Jacob was also wrestling with his younger self. As a child, Jacob had wanted to be Esau - the elder, stronger, and the one who was loved more by their father Isaac. As a result of Jacob trying to be someone he wasn’t, there was tension and conflict in his life: his wives argued, he fell out with other men, he was rich materially, but impoverished spiritually.Previously, in response to Isaac’s question ‘What is your name?’, Jacob had lied and said, “I am Esau, your firstborn”. But now when struggling, he acknowledged that he really was Jacob; he stopped trying to deceive himself. That night, he finally threw off the image of Esau, the person he had wanted to be, which he had carried with him all those years. This was the supremely insightful moment of Jacob’s life, when he realised he could overcome an adversary, without needing to deceive or be devious.
So his name was changed from ‘Jacob’, which literally means trickster, a ‘heel’; to ‘Israel’, which means ‘God-fighter’, the person of conscience, who deals with people directly (Yashir), rather than manipulatively. The change meant that although Jacob was physically maimed, he could now emotionally deal with whatever he would face in the morning, the long-feared retribution for his adolescent sins, the broken relationship with his brother. Jacob had thought that the objective of life was ‘what to have’; now he realised that ‘how to be’ was far more important.Israel the ‘God-fighter’ had argued with God, who didn’t let him off the hook. His relationship with God was a way for him to wrestle with his conscience. The answer to Jacob’s prayer, was not for God to miraculously solve his problems for him, but instead Jacob had to find the courage to change himself. Yet, although his name was changed to Israel, people often still called him Jacob; he didn’t always act the person he wanted to be. Changing behaviour and habits is a never-ending task, which is why we need Yom Kippur every year.

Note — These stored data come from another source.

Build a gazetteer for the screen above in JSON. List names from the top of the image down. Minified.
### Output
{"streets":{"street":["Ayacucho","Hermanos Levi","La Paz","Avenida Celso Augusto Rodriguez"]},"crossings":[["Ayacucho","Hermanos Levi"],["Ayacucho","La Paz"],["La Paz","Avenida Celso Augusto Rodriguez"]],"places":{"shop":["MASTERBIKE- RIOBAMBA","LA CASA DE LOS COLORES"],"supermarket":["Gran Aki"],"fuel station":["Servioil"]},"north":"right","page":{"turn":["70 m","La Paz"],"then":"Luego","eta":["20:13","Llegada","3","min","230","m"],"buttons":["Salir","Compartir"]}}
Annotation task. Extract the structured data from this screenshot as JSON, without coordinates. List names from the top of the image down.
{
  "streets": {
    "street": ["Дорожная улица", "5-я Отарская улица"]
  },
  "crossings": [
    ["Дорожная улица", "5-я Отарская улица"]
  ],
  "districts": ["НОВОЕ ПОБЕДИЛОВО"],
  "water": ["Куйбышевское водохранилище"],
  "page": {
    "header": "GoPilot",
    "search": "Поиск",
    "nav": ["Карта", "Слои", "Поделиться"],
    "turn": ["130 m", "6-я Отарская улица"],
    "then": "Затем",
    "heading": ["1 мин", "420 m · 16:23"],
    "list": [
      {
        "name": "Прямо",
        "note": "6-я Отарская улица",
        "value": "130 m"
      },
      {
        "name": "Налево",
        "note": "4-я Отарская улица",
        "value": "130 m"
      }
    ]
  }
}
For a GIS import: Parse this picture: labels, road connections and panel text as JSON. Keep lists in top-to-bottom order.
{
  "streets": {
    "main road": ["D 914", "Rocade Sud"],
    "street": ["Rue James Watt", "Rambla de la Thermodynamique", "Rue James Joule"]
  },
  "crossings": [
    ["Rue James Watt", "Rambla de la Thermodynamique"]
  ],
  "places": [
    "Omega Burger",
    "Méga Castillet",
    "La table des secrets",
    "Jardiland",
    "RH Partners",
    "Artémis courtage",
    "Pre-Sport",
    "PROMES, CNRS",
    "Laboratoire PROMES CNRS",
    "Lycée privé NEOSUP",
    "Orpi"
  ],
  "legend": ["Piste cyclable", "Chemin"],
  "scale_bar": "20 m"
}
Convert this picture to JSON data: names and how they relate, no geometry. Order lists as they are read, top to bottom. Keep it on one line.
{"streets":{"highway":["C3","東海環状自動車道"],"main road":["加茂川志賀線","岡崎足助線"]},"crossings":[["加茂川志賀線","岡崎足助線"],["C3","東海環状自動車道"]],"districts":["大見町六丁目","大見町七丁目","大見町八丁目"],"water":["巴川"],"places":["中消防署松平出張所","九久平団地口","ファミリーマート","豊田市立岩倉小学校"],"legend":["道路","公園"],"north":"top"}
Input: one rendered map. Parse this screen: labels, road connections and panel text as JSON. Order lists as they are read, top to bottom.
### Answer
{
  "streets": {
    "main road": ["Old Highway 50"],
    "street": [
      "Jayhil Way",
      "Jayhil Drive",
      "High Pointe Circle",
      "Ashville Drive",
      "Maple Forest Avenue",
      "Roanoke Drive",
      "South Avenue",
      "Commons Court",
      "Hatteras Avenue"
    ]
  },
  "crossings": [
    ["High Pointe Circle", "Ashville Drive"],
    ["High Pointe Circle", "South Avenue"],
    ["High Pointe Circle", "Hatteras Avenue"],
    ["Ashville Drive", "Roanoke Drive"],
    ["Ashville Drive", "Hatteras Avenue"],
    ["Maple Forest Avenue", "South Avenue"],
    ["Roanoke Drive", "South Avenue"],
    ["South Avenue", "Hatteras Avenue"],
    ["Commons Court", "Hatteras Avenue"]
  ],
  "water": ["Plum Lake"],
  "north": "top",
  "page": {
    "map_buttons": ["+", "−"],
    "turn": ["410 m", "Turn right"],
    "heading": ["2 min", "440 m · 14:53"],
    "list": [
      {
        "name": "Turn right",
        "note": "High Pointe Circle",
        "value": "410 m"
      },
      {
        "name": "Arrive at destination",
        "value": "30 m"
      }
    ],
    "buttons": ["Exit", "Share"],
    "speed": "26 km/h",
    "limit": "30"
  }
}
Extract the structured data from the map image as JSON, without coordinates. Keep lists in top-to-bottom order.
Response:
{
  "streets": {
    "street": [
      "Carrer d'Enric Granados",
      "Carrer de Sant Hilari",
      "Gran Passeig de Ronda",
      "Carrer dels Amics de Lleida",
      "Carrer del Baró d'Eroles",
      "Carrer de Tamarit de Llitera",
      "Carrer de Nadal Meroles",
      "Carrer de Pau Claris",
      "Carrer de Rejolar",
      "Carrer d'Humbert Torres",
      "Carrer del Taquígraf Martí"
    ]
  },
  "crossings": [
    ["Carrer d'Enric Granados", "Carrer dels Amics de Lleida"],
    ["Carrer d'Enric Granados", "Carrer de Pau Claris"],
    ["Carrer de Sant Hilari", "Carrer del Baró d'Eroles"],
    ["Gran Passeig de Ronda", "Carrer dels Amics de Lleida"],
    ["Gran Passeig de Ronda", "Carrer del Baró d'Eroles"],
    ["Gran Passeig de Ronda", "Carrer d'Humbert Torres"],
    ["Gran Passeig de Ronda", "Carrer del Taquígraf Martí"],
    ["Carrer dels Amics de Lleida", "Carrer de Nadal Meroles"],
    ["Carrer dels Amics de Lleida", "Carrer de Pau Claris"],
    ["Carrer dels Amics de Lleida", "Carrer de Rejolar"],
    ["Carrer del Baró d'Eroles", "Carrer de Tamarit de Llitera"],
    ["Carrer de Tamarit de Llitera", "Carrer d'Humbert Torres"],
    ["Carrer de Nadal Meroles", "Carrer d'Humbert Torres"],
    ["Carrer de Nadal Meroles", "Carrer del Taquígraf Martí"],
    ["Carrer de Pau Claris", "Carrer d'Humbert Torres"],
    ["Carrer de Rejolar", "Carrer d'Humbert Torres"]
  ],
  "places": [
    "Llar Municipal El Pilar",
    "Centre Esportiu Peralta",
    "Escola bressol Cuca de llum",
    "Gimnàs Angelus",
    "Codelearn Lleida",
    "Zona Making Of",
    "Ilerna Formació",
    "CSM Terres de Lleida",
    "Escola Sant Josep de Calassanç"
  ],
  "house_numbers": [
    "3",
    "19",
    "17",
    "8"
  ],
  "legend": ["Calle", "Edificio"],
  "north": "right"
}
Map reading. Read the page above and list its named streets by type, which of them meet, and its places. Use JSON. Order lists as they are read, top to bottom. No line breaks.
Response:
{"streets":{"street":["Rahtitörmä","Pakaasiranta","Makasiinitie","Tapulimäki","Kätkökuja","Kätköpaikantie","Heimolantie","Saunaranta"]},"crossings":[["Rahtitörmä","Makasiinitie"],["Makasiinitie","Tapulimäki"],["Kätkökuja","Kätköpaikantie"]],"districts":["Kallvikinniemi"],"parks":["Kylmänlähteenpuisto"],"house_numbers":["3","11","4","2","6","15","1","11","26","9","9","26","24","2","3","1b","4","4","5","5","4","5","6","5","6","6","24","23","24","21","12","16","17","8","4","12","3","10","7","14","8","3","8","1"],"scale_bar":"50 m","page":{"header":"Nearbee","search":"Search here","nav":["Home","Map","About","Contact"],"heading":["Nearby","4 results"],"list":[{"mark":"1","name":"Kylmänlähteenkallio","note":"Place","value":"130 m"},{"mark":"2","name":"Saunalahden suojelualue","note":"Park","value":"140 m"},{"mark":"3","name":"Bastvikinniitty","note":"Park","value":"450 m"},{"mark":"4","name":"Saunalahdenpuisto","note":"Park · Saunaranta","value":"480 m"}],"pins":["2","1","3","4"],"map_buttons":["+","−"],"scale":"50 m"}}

I love the idea of wrestling with ourselves. For Jacob and us, this involves not comparing ourselves to others, but finding out who we truly are. It means accepting that some people will like us and what we stand for, while others will inevitably not. It is better to earn the respect of some, by being ourselves, than to seek the fleeting popularity of all.
Maybe the wrestling match is a metaphor, for the Jewish people battling the rest of the world and feeling alone. Perhaps Jews are meant to have the courage to be different, to challenge the idols and iniquities of the age, to be true to Jewish values, while seeking to be a role model to others. Being a ‘God-fighter’ is both a burden and an opportunity.
Rabbi Mordecai Kaplan, the founder of Reconstructionist Judaism, didn’t believe in a personal God, but wrote: “The God impulse in us, is not fear but hope, not helplessness but self-help, not despondency but courage, not the obfuscation of the mind, but the light of reason, not the belittlement of what man is, but the exultation of what he might be.”
For Kaplan, being human inevitably meant a struggle - between our fears and hopes, despair and courage, helplessness and power. Like Jacob, when we struggle to find ourselves, we confront our destiny, and can emerge, better able to fulfil the potential of who we should be. Wrestling isn’t easy, you may end up with a limp, but for me, there is no better image, of what it means to be Jewish. Shabbat shalom.